LA BANQUE DE FRANCE ET LE GOUVERNEMENT.

PAPIER-MONNAIE

A ÉVITER.

Nous ne prétendons pas que la Banque de France soit parfaite, la perfection n'est pas de ce monde. Mais il faudrait de parti pris fermer les yéux à la lumière pour ne pas reconnaître qu'aucune autre grande institution de crédit n'a été dans l'ensemble aussi bien gouvernée, qu'elle est un des organes essentiels du pays, une de ses forces vitales, qu'il importe au plus haut degré de n'en pas compromettre la solidité, de n'en pas ébranler le crédit. Telle qu'elle est, avec la puissance dont elle est investie et la confiance qu'elle inspire, la Banque de France est le produit de soixante-dix ans d'efforts soutenus et d'une masse indéfinie de labeur, de prudence et de circonspection. Si, en exerçant sur elle une pression quelconque, le gouvernement l'entraînait dans des mesures qui fussent contraires aux règles qu'a révélées l'expérience, et de nature à lui ravir son auréole de sagesse et de force, il porterait un grand dommage à la prospérité publique, il priverait le commerce et l'industrie d'un appui indispensable.

Si nous en faisons l'observation, ce n'est pas que nous supposions l'imminence de quelque grand péril pour la Banque, mais nous avons. comme on va le voir, quelque lieu de croire que le danger pourrait bien se présenter un jour. Il y a quelque chose d'inquiétant dans la contexture du bilan que la Banque de France publie chaque semaine. Ensuite, ce n'est pas sans regret que nous remarquons la continuité des demandes que le gouvernement adresse à la Banque, afin qu'elle lui fasse des avances, et spécialement afin qu'elle se dessaisisse, au profit du Trésor, d'une partie du numéraire métallique qui lui reste ou qui lui revient. C'est ainsi qu'il y a peu de jours, il en a obtenu une somme nouvelle de 100 millions.

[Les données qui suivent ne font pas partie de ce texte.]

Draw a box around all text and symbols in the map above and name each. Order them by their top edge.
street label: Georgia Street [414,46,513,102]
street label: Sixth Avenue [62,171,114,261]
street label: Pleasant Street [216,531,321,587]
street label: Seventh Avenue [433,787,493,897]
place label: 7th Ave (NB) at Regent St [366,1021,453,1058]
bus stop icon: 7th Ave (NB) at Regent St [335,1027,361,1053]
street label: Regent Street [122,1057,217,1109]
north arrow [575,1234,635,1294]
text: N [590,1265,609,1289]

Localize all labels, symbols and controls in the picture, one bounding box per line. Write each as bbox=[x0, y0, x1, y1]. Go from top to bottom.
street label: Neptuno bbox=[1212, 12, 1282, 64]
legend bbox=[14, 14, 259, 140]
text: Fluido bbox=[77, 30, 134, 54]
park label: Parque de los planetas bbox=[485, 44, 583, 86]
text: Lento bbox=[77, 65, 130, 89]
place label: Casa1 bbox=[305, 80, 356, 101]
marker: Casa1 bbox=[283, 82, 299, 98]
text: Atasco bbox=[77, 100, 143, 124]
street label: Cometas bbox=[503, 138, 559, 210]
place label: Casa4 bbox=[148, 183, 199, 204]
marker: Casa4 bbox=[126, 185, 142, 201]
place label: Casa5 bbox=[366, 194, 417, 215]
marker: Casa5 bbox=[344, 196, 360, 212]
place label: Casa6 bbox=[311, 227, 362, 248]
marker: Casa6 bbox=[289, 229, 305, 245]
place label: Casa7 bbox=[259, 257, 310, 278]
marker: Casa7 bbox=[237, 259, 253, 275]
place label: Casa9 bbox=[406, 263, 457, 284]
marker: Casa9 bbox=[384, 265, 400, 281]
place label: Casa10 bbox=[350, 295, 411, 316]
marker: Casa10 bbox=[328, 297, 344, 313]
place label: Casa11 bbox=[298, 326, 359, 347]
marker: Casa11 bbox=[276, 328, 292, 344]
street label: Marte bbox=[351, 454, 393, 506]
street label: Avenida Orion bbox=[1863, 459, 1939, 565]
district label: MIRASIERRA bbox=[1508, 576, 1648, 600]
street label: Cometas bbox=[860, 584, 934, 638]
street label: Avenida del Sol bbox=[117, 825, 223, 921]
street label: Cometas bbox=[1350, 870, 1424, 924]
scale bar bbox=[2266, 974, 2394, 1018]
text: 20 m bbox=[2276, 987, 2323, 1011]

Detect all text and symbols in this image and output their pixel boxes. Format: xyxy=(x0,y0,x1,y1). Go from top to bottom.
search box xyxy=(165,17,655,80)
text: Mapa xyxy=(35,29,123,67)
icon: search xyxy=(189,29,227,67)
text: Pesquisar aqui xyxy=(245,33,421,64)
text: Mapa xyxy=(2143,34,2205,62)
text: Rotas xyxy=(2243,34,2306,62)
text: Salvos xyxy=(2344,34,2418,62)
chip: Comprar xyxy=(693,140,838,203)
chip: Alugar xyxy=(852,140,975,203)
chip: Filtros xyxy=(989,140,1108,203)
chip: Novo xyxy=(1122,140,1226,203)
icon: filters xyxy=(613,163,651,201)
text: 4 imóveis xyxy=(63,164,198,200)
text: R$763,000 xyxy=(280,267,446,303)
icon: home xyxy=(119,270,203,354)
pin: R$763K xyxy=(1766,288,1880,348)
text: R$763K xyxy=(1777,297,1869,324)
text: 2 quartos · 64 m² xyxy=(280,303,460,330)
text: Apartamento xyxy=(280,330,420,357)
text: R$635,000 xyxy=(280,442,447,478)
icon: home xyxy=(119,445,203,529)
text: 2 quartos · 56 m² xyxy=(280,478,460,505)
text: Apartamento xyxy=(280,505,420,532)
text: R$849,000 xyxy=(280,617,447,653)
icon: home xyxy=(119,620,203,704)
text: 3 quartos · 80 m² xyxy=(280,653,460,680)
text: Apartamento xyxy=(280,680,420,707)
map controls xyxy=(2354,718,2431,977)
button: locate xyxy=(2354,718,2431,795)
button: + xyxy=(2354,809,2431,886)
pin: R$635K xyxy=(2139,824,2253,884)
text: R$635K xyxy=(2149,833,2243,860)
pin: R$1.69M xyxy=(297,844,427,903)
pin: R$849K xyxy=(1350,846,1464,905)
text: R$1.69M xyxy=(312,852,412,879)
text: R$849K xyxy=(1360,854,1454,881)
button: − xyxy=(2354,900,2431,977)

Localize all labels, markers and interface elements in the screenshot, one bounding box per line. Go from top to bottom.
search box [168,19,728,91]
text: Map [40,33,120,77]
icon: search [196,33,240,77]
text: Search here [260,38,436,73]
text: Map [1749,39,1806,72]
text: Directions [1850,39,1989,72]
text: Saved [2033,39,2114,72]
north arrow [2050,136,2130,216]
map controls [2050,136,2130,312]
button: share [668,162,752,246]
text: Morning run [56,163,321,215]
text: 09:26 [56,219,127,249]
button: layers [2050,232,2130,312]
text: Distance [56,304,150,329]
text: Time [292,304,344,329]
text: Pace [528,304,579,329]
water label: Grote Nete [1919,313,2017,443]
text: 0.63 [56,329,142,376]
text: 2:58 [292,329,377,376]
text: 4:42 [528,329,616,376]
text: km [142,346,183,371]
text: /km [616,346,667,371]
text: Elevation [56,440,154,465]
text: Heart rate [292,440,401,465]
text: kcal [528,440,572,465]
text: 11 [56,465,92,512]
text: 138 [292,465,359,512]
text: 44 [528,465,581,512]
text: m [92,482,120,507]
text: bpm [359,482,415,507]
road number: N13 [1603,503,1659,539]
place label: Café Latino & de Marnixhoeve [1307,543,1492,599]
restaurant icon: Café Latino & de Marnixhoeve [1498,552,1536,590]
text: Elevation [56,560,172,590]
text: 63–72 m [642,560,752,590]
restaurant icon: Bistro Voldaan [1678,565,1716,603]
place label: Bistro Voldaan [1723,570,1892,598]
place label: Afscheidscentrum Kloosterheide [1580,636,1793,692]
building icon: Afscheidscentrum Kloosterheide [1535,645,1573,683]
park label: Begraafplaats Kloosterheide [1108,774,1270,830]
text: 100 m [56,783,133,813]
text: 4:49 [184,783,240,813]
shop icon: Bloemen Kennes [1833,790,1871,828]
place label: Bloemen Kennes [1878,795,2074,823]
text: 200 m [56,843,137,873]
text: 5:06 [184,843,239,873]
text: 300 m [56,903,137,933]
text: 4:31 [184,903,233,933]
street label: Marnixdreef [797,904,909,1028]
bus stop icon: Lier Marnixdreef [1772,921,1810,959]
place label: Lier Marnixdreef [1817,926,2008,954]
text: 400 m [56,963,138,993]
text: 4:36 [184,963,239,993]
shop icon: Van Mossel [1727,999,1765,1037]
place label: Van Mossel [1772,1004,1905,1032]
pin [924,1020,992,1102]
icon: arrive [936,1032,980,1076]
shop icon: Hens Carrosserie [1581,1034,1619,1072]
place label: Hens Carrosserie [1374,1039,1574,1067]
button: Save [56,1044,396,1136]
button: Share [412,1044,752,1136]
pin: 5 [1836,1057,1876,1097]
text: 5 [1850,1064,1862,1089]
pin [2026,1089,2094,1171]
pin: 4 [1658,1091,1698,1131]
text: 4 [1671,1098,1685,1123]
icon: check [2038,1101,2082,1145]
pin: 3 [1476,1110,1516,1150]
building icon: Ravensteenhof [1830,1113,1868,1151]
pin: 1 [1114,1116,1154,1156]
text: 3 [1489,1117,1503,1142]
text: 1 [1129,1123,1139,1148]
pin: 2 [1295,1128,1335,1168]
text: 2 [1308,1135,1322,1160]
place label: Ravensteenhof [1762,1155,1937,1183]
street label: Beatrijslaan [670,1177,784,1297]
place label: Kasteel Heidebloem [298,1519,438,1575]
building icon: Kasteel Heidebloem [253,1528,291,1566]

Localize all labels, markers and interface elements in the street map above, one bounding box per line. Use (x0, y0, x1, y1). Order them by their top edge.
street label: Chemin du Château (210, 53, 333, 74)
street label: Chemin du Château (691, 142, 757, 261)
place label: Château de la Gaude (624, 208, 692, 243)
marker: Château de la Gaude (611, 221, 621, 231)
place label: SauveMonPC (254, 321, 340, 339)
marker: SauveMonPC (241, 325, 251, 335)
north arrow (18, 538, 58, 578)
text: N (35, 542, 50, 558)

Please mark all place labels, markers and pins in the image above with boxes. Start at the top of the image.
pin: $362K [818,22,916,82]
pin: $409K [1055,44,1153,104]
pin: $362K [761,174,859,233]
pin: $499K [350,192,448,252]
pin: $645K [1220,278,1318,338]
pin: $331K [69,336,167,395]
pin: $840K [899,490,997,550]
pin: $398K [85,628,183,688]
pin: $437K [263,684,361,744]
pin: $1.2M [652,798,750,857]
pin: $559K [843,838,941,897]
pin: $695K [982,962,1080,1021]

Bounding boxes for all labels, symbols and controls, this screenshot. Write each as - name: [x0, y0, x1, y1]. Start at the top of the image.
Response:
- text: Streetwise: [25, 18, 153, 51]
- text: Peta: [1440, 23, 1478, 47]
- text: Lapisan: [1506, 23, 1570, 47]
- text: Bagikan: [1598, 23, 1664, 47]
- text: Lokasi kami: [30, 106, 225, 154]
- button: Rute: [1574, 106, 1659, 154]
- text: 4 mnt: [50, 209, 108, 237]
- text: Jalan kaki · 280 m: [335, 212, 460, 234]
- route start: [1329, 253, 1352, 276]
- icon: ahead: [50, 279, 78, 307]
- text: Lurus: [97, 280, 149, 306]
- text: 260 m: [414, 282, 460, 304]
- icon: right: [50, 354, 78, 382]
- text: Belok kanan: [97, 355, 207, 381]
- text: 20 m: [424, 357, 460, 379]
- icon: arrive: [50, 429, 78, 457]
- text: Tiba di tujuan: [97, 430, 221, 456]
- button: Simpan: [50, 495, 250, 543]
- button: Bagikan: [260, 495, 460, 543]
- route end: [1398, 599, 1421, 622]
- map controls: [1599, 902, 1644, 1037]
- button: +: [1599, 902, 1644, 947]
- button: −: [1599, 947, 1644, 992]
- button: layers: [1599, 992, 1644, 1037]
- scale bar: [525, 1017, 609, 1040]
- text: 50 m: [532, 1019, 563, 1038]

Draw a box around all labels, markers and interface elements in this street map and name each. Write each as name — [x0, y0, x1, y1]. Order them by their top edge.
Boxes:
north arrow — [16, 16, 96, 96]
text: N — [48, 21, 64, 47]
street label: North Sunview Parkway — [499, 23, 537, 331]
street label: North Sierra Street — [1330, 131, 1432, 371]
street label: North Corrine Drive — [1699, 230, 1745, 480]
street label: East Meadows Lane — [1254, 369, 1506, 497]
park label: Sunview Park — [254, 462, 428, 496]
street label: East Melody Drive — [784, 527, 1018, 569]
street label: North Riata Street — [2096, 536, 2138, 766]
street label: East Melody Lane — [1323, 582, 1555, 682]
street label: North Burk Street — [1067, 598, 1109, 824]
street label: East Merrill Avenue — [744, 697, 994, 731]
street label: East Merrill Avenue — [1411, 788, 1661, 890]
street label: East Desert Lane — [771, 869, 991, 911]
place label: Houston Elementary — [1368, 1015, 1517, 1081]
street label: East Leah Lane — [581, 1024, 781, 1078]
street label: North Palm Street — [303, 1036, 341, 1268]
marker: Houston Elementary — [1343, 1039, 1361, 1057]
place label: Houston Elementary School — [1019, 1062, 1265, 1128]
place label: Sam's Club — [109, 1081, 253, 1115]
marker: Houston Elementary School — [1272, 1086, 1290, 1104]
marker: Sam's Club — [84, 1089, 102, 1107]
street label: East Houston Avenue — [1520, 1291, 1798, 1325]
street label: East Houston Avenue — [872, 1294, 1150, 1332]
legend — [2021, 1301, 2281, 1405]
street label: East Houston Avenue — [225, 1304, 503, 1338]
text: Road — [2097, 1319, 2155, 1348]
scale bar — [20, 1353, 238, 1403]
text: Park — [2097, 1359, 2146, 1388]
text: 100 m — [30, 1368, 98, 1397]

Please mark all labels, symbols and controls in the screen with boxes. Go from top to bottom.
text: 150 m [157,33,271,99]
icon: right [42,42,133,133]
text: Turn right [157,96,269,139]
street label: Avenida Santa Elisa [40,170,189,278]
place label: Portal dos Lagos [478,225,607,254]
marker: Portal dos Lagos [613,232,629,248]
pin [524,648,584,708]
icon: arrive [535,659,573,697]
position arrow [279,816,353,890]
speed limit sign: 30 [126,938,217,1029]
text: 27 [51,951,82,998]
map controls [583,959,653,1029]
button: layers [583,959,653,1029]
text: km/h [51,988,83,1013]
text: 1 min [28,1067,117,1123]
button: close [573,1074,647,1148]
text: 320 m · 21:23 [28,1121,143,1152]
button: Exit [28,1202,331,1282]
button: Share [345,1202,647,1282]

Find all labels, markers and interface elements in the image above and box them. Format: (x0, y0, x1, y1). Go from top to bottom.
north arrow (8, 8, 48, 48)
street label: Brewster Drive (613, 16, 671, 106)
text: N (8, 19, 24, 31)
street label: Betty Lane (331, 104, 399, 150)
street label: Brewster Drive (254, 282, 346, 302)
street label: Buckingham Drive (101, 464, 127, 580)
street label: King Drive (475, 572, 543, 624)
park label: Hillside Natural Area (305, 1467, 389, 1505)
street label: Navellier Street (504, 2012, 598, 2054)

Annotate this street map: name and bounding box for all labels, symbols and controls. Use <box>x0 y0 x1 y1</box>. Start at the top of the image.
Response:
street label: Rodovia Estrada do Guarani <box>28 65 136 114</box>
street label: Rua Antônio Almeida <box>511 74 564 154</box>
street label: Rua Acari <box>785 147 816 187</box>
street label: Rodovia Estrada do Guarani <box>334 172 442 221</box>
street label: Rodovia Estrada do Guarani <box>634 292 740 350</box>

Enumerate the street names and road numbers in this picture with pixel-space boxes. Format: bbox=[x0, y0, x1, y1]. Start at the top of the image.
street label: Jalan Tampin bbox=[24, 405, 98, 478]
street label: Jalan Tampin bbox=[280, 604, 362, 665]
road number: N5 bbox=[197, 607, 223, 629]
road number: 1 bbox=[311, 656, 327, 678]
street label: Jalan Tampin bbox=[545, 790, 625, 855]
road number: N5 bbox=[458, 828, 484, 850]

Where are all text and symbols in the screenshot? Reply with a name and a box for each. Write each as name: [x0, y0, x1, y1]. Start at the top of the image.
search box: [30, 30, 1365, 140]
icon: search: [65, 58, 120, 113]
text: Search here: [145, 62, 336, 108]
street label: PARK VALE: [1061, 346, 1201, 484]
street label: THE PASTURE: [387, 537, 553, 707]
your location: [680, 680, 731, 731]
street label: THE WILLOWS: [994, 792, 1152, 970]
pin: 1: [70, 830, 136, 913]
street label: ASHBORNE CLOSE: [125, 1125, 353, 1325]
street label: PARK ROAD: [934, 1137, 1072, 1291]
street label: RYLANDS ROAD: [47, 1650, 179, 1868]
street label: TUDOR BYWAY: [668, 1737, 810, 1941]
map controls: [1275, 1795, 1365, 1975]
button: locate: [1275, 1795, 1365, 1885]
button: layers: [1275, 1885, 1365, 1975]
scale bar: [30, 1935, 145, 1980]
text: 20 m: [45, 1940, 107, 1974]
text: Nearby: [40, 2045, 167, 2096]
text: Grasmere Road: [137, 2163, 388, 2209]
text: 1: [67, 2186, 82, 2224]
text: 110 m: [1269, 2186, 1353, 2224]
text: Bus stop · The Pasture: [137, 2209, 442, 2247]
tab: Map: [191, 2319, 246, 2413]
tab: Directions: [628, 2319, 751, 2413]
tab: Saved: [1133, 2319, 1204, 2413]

Le bilan de la Banque constate que, présentement, la Banque est devenue avant tout une machine à l'usage du gouvernement, et que c'est seulement fort en seconde ligne qu'elle est une institution commerciale. A Paris et dans les départements, le portefeuille de la Banque renferme en lettres de change des commerçants, y compris celles dont l'échéance a sonné sans qu'on les payât, la somme de 563 millions, tandis qu'elle a, en bons du Trésor, contre lesquels elle a donné des billets de banque, la somme de 1,196 millions, à laquelle il faut ajouter l'avance de 60 mil

lions stipulée par la loi de 1857, et 210 prêtés à la ville de Paris, ce qui fait un total de 1,466 millions, d'où suit que la somme avancée à l'Etat est bien plus que double de celle qui est avancée au commerce proprement dit. Si aux lettres de change escomptées on ajoute les avances sur effets publics et sur lingots, qui montent à 107 millions, on arrive à 670 millions, ce qui est au-dessous de la proportion du simple au double. En se reportant à l'époque où apparut la candidature du prince de Hohenzollern au trône d'Espagne, c'est-à-dire aux premiers jours de juillet 1870, on voit qu'alors les chiffres respectifs du gouvernement et du commerce, avec les particuliers pouvant n'être pas commerçants, étaient 60 et 717 millions, c'est-à-dire que les avances au commerce et aux particuliers en général faisaient douze fois les avances à l'Etat. C'était la situation normale et habituelle.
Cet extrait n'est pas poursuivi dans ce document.